School of Information Engineering, Nanchang University, Nanchang, China; Beijing Key Laboratory of Demand Side Multi-Energy Carriers Optimization and Interaction Technique (China Electric Power Research Institute), Beijing, China.
School of Information Engineering, Nanchang University, Nanchang, China.
Chemosphere. 2023 Jul;328:138606. doi: 10.1016/j.chemosphere.2023.138606. Epub 2023 Apr 5.

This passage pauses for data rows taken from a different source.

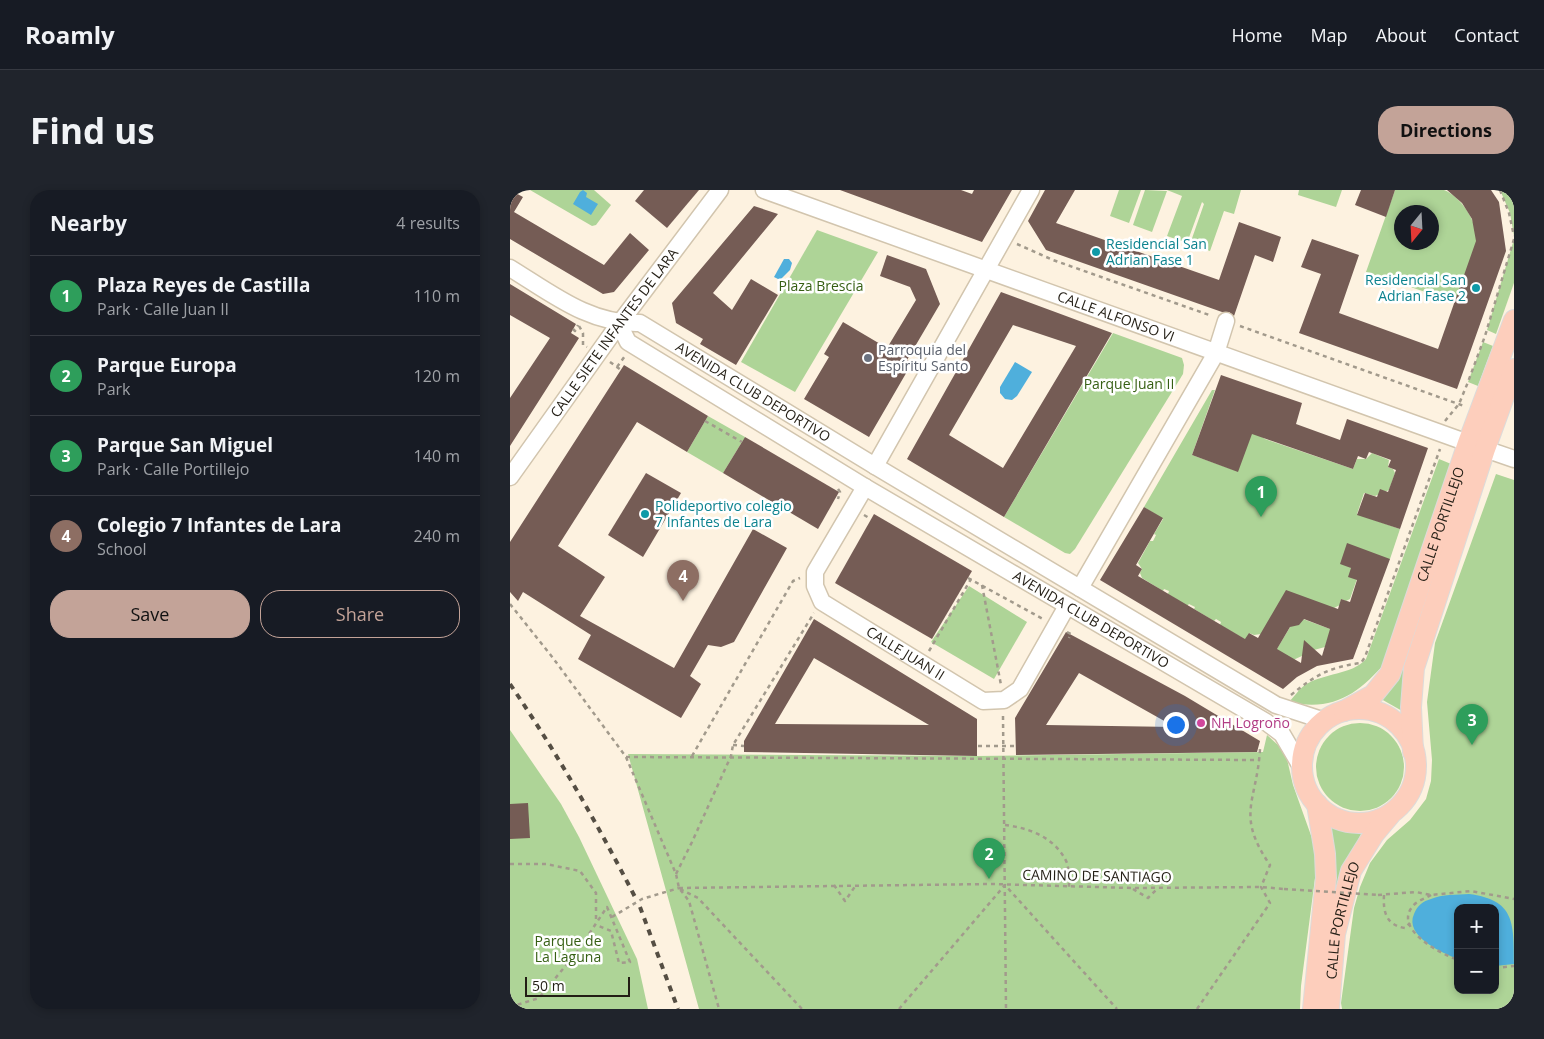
<!DOCTYPE html>
<meta charset="utf-8">
<style>
body{margin:0;font-family:"Open Sans",sans-serif;background:#20242c;color:#f1f3f6}
.controls{position:absolute;right:15px;bottom:15px;display:grid;overflow:hidden;border-radius:10px;box-shadow:0 2px 8px #0003}
.controls button{width:45px;height:45px;display:grid;place-items:center;padding:0;border:0;border-bottom:1px solid #363941;background:#171b24;color:#f1f3f6;font:25px sans-serif}
.compass{position:absolute;left:884px;top:15px;width:45px;height:45px;border-radius:50%;background:#171b24;box-shadow:0 2px 8px #0003;rotate:198deg}
.scale{position:absolute;left:15px;bottom:12px;width:105px;box-sizing:border-box;padding-left:5px;border:2px solid #231e15;border-top:0;font-size:14px;line-height:18px;white-space:nowrap;color:#231e15;-webkit-text-stroke:4px #fff;paint-order:stroke}
.you{position:absolute;left:665px;top:534px;width:18px;height:18px;margin:-12px;border:4px solid #fff;border-radius:50%;background:#1a73e8;box-shadow:0 0 0 8px #1a73e833}
.badge{display:grid;place-items:center;width:32px;height:32px;border-radius:50%;background:#c3a398;color:#fff;font-size:16px;font-weight:700}
.pin{position:absolute;translate:-50% -41px;filter:drop-shadow(0 1px 2px #0008)}
.pin::after{content:'';position:absolute;top:26px;width:18px;height:15px;background:inherit;clip-path:polygon(0 0,100% 0,50% 100%)}
.list{margin:0;padding:0;list-style:none}
h2{display:flex;justify-content:space-between;align-items:center;height:65px;margin:0;padding:0 20px;font-size:21px}
h2 small{font-size:16px;font-weight:400;color:#9ea1a6}
.list li{display:grid;grid-template-columns:32px 1fr auto;gap:15px;align-items:center;box-sizing:border-box;height:80px;padding:0 20px;border-top:1px solid #363941}
.list b{display:block;font-size:19px;white-space:nowrap}
.list p{margin:0;font-size:16px;white-space:nowrap;color:#9ea1a6}
.list em{font-size:16px;font-style:normal;color:#9ea1a6}
.actions{display:flex;gap:10px;padding:15px 20px}
.actions a{flex:1;padding:11px 0;border:1px solid #c3a398;border-radius:20px;text-align:center;font-size:18px;color:#c3a398}
.actions .main{background:#c3a398;color:#111}
.map{position:relative;flex:none;width:1004px;height:819px;overflow:hidden;border-radius:20px}
header{display:flex;align-items:center;gap:30px;box-sizing:border-box;height:70px;padding:0 25px;background:#171b24;border-bottom:1px solid #363941}
header strong{font-size:24px}
nav{display:flex;gap:28px;margin-inline-start:auto;font-size:18px}
.intro{display:flex;align-items:center;justify-content:space-between;box-sizing:border-box;height:120px;padding:0 30px}
h1{margin:0;font-size:35px}
.button{padding:12px 22px;border-radius:20px;background:#c3a398;color:#111;font-size:18px;font-weight:700}
main{display:flex;gap:30px;padding:0 30px}
aside{flex:1;background:#171b24;border-radius:20px;box-shadow:0 2px 8px #0003}
.map>svg:first-child{display:block}
</style>
<header>
<strong>Roamly</strong>
<nav><a>Home</a><a>Map</a><a>About</a><a>Contact</a></nav>
</header>
<div class="intro"><h1>Find us</h1><a class="button">Directions</a></div>
<main>
<aside>
<h2>Nearby<small>4 results</small></h2>
<ul class="list">
<li><span class="badge" style="background:#2e9e5b">1</span><div><b>Plaza Reyes de Castilla</b><p>Park · Calle Juan II</p></div><em>110 m</em></li>
<li><span class="badge" style="background:#2e9e5b">2</span><div><b>Parque Europa</b><p>Park</p></div><em>120 m</em></li>
<li><span class="badge" style="background:#2e9e5b">3</span><div><b>Parque San Miguel</b><p>Park · Calle Portillejo</p></div><em>140 m</em></li>
<li><span class="badge" style="background:#8d6e63">4</span><div><b>Colegio 7 Infantes de Lara</b><p>School</p></div><em>240 m</em></li>
</ul>
<div class="actions"><a class="main">Save</a><a>Share</a></div>
</aside>
<div class="map">
<svg width="1004" height="819" viewBox="0 0 1004 819">
<rect width="100%" height="100%" fill="#fdf2e0"/>
<g fill="#aed497" fill-rule="evenodd">
<path d="M20 0H84L101 15 86 35 82 36Z"/>
<path d="M609 0H631L619 33 600 26Z"/>
<path d="M635 0 657 1 642 42 623 35Z"/>
<path d="M657 0H731L724 24 714 21 700 61 680 54 694 14 692 12 677 53 657 46 672 6Z"/>
<path d="M789 0H832L826 17 788 5Z"/>
<path d="M885 0H934C951 6 970 35 966 53 961 73 952 93 945 112L856 82ZM892 22H922V52H892Z"/>
<path d="M990 0H1004V46L1000 23Z"/>
<path d="M307 40 368 62 285 202 231 172Z"/>
<path d="M1004 49V93L986 144 977 140Z"/>
<path d="M603 143 672 168 674 175 673 184 565 359 560 364 555 363 494 327Z"/>
<path d="M973 152 983 156 968 196 958 192Z"/>
<path d="M702 200H705L682 265 724 280 722 224 755 249 843 279 847 269H856L862 263 879 270 878 277 883 279 885 283 879 300 865 306 854 303 847 324 890 339 880 369 840 377 848 386 840 409 836 411 831 409 830 415 824 418 751 444 744 445 739 443 738 451 710 435 711 432 706 429 704 431 684 419 685 417 679 414 677 416 658 404 659 401 654 399 653 401 632 388 630 383 632 379 628 373 640 351H643L646 345 644 344 653 329 634 317Z"/>
<path d="M198 226 235 247 213 283 177 262Z"/>
<path d="M929 269 946 276 876 472C848 504 823 522 779 512 784 507 789 499 795 495 813 483 842 485 856 469Z"/>
<path d="M986 284 1004 290V819H832L831 813 844 718 850 697 860 673 877 650 900 630 916 609 921 591 922 570 917 512 925 453ZM948 718H985V800H948Z"/>
<path d="M459 396 517 432 484 489 421 452Z"/>
<path d="M793 429 850 450 847 458 818 448 815 457 804 460 794 457V465L751 485 782 434Z"/>
<path d="M902 456 894 522 871 509Z"/>
<circle cx="850" cy="577" r="44"/>
<path d="M0 540 51 614 69 647 127 769 138 819H0Z"/>
<path d="M757 545 769 556 777 569 783 595 808 665 791 796 790 819H189L118 564 467 566 753 562Z"/>
<path d="M821 637 851 644 826 697Z"/>
</g>
<g fill="#4fafdc">
<path d="M73 0 77 3 76 7 88 14 81 25 63 14 70 2Z"/>
<path d="M274 69H279L282 73 280 80 270 90 264 87Z"/>
<path d="M505 172 522 182 507 206 502 210 495 209 490 203V197Z"/>
<path d="M959 704C1004 710 1004 731 1004 774L985 776V718H948V769C932 763 894 746 904 724 907 716 913 711 921 709 932 704 947 705 959 704Z"/>
</g>
<g fill="#755c55" fill-rule="evenodd">
<path d="M0 0 13 7 4 22 94 75 120 43 139 60 104 102 93 104 0 49Z"/>
<path d="M134 0H189L157 38 125 11Z"/>
<path d="M330 0H451L462 4 464 0H502L472 52Z"/>
<path d="M535 0H565L546 33 709 90 729 32 771 47 763 72 745 65 724 126 719 122H712L536 60 518 31Z"/>
<path d="M851 0H885L876 27 845 15Z"/>
<path d="M937 0H981L989 12 996 61 947 199 789 143 811 84 791 77 802 49 849 65 829 123 928 159 966 51 962 29 952 13Z"/>
<path d="M244 16 268 24 203 103 222 120 241 89 268 105 226 175 190 154 193 149 166 133 162 113Z"/>
<path d="M377 65 416 79 430 114 397 170 402 173 359 247 294 209 319 167 314 164 333 132 377 158 406 110 400 97 370 86Z"/>
<path d="M0 94 66 134 61 143 69 148 0 256V208L40 148 0 125Z"/>
<path d="M491 102 602 143 494 327 397 269ZM503 135 566 156 493 278 439 245Z"/>
<path d="M114 175 198 226 177 262 127 232 48 356 95 387 70 426 164 478 243 339 277 358 224 452 211 457 198 455 180 486 191 494 171 528 68 469 81 445 13 402 8 411 0 402V352Z"/>
<path d="M711 185 792 213 786 234 830 250 837 229 918 258 890 339 847 325 855 303 867 307 870 299 878 302 886 280 878 277 881 270 859 262 856 269 848 266 843 279 742 244 728 282 682 265Z"/>
<path d="M235 247 329 302 308 339 213 283Z"/>
<path d="M136 283 171 303 133 367 98 345Z"/>
<path d="M634 317 653 328 626 375 632 379 628 386 735 449 739 443 748 448 776 400 828 419 831 409 840 412 847 390 838 387 841 378 830 374 837 353 880 369 843 469 807 476 787 487 773 499 590 390ZM794 429 820 439 812 466 794 450 791 473 767 459 780 437 789 435Z"/>
<path d="M364 324 462 381 422 449 325 393Z"/>
<path d="M304 429 467 529V566L234 562V551ZM304 468 419 535 265 534Z"/>
<path d="M556 442 675 506 750 551 747 562 506 565 505 528ZM569 483 665 537 536 535Z"/>
<path d="M18 613 20 648 0 649V614Z"/>
</g>
<g fill="none" stroke-linecap="round" stroke-linejoin="round">
<g stroke="#d2c5ae" stroke-width="19">
<g id="minor">
<path id="s1" d="M254 0 958 253"/>
<path id="s2" d="M0 78C41 103 80 135 130 133L365 276 766 515 815 531"/>
<path id="s3" d="M109 134 118 152 355 297 756 532 772 544 792 578"/>
<path d="M975 259 1004 269"/>
<path d="M365 276 521 0"/>
<path id="s4" d="M0 287 109 134 210 0"/>
<path id="s5" d="M355 297 305 382V396L312 412 473 511 494 510 510 499 557 416"/>
<path d="M570 398 706 163 716 131"/>
</g>
</g>
<g stroke="#dcdbda" stroke-width="22">
<g id="major">
<circle cx="849" cy="576" r="57"/>
<path id="s6" d="M834 521 863 505 880 484 958 253 1004 130"/>
<path d="M903 562 901 517 904 478 975 259 1004 179"/>
<path d="M803 819 816 688 815 664 807 614"/>
<path id="s7" d="M819 819 825 744 841 681 864 644 880 625"/>
</g>
</g>
<g stroke="#a29a8c" stroke-width="2.5" stroke-dasharray="4 4" stroke-linecap="butt">
<path d="M990 0 999 23 1004 46"/>
<path d="M507 54 543 70 702 126"/>
<path d="M69 136 73 143V155L77 157"/>
<path d="M730 136 954 216"/>
<path d="M63 139 65 141 68 135"/>
<path d="M100 172 111 180"/>
<path d="M107 177 115 166"/>
<path d="M195 231 232 252"/>
<path d="M935 231 949 214 958 192 975 146 1004 49"/>
<path d="M328 299 330 302 328 309"/>
<path d="M354 325 361 329"/>
<path d="M458 388 533 429"/>
<path d="M472 395 491 495"/>
<path d="M0 414 43 468 116 567 166 684 169 698 179 711 209 819"/>
<path d="M557 442 561 444 559 448"/>
<path d="M419 461 461 389"/>
<path d="M781 505C805 485 820 477 851 473L855 467 930 259"/>
<path d="M493 526 496 819"/>
<path d="M223 555 234 556"/>
<path d="M468 556H506"/>
<path d="M182 566 283 391 290 388"/>
<path d="M116 567 750 570"/>
<path d="M495 635C520 638 546 648 557 673 559 680 559 690 559 697"/>
<path d="M0 674H36L70 681 86 703V733"/>
<path d="M166 684 182 652 221 566 223 555 304 423"/>
<path d="M324 695 335 711 346 695"/>
<path d="M169 698 481 694 622 698 751 697 774 699"/>
<path d="M170 699 188 708 292 819"/>
<path d="M623 699 638 708 648 698"/>
<path d="M868 705 906 702 921 705 961 701 1004 709"/>
<path d="M874 705C873 722 876 735 895 738L900 733"/>
<path d="M921 705C916 708 910 710 906 713 878 737 931 764 948 770"/>
<path d="M985 778 1004 776"/>
<path d="M0 817 29 808 67 762 97 717 120 772 109 773 101 741 86 735"/>
<path d="M389 819 495 695 607 819"/>
<path d="M687 819 760 713 751 697 760 675C725 624 747 612 750 559"/>
</g>
<use href="#minor" stroke="#fff" stroke-width="16"/>
<use href="#major" stroke="#fdcebc" stroke-width="20"/>
<g stroke="#554e43" stroke-width="4" stroke-dasharray="6 6" stroke-linecap="butt">
<path d="M0 494C47 563 87 633 125 707"/>
<path d="M130 717 168 819"/>
</g>
<g stroke="#a29a8c" stroke-width="2.5" stroke-dasharray="4 4" stroke-linecap="butt">
<path d="M774 699 868 705"/>
<path d="M102 727 132 709 169 698"/>
</g>
</g>
<g fill="#0f9aa8" stroke="#fff" stroke-width="2">
<circle cx="586" cy="62" r="5"/>
<circle cx="966" cy="98" r="5"/>
<circle cx="135" cy="324" r="5"/>
</g>
<circle fill="#6b7280" stroke="#fff" stroke-width="2" cx="358" cy="168" r="5"/>
<circle fill="#d1479c" stroke="#fff" stroke-width="2" cx="691" cy="533" r="5"/>
<g text-anchor="middle" stroke-width="5" stroke-linejoin="round" paint-order="stroke">
<g font-size="14" fill="#0d838f" stroke="#fff" text-anchor="start">
<text x="596" y="59">Residencial San<tspan x="596" dy="16">Adrian Fase 1</tspan></text>
<text x="956" y="95" text-anchor="end">Residencial San<tspan x="956" dy="16">Adrian Fase 2</tspan></text>
<text x="145" y="321">Polideportivo colegio<tspan x="145" dy="16">7 Infantes de Lara</tspan></text>
</g>
<g font-size="14" fill="#365f13" stroke="#fff">
<text x="311" y="101">Plaza Brescia</text>
<text x="619" y="199">Parque Juan II</text>
<text x="58" y="756">Parque de<tspan x="58" dy="16">La Laguna</tspan></text>
</g>
<g font-size="14" fill="#231e15" stroke="#fff">
<text dy="5" stroke="none"><textPath href="#s1" startOffset="374">CALLE ALFONSO VI</textPath></text>
<text dy="5" stroke="none"><textPath href="#s4" startOffset="178">CALLE SIETE INFANTES DE LARA</textPath></text>
<text dy="5" stroke="none"><textPath href="#s2" startOffset="276">AVENIDA CLUB DEPORTIVO</textPath></text>
<text dy="5" stroke="none"><textPath href="#s6" startOffset="218">CALLE PORTILLEJO</textPath></text>
<text dy="5" stroke="none"><textPath href="#s3" startOffset="560">AVENIDA CLUB DEPORTIVO</textPath></text>
<text dy="5" stroke="none"><textPath href="#s5" startOffset="228">CALLE JUAN II</textPath></text>
<text transform="translate(587 686) rotate(1)" y="5">CAMINO DE SANTIAGO</text>
<text dy="5" stroke="none"><textPath href="#s7" startOffset="90">CALLE PORTILLEJO</textPath></text>
</g>
<g font-size="14" fill="#5b616d" stroke="#fff" text-anchor="start">
<text x="368" y="165">Parroquia del<tspan x="368" dy="16">Espíritu Santo</tspan></text>
</g>
<g font-size="14" fill="#b23c85" stroke="#fff" text-anchor="start">
<text x="701" y="538">NH Logroño</text>
</g>
</g>
</svg>
<div class="controls">
<button>+</button>
<button>−</button>
</div>
<svg class="compass" viewBox="-18 -18 36 36"><path d="M0-13l5 13h-10z" fill="#e53935"/><path d="M0 13l5-13h-10z" fill="#9ea1a6"/></svg>
<div class="scale">50 m</div>
<div class="you"></div>
<div class="pin badge" style="left:751px;top:327px;background:#2e9e5b">1</div>
<div class="pin badge" style="left:479px;top:689px;background:#2e9e5b">2</div>
<div class="pin badge" style="left:962px;top:555px;background:#2e9e5b">3</div>
<div class="pin badge" style="left:173px;top:411px;background:#8d6e63">4</div>
</div>
</main>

The significant growth of the global population, as well as the increase in energy demand and the limitations of energy generation from fossil fuels, have become a serious challenge over the world. To address these challenges, renewable energies like biofuels are recently found as a proper alternative to conventional fuels. Although biofuel production by using various techniques such as hydrothermal liquefaction (HTL) is considered one of the most promising methods to provide energy, the challenges correlated to its progression and development are still striking. In this investigation, the HTL method was employed to produce biofuel from municipal solid waste (MSW). In this regard, the effect of various parameters such as temperature, reaction time and waste-to-water ratio on mass and energy yield were assessed. It should be stressed that the optimization of biofuel production has been accomplished by the Box-Behnken method using Design Expert 8 software. Based on the results, biofuel production has an upward trend by increasing temperature to 364.57 °C and reaction time to 88.23 min Whereas, there is an inverse relationship between the biofuel waste-to-waterater ratio, in both the context of mass and energy yield.
全球人口的显著增长,以及能源需求的增加和化石燃料发电的局限性,已成为全世界的严重挑战。为了应对这些挑战,生物燃料等可再生能源最近被发现是传统燃料的合适替代品。尽管使用水热液化 (HTL) 等各种技术生产生物燃料被认为是提供能源的最有前途的方法之一,但与其发展相关的挑战仍然很突出。在这项研究中,采用 HTL 方法从城市固体废物 (MSW) 中生产生物燃料。在这方面,评估了温度、反应时间和固液比等各种参数对质量和能量产率的影响。值得强调的是,通过使用 Design Expert 8 软件的 Box-Behnken 方法优化了生物燃料的生产。根据结果,通过将温度提高到 364.57°C 和反应时间提高到 88.23 分钟,生物燃料的产量呈上升趋势,而在质量和能量产率方面,生物燃料与水的固液比呈反比关系。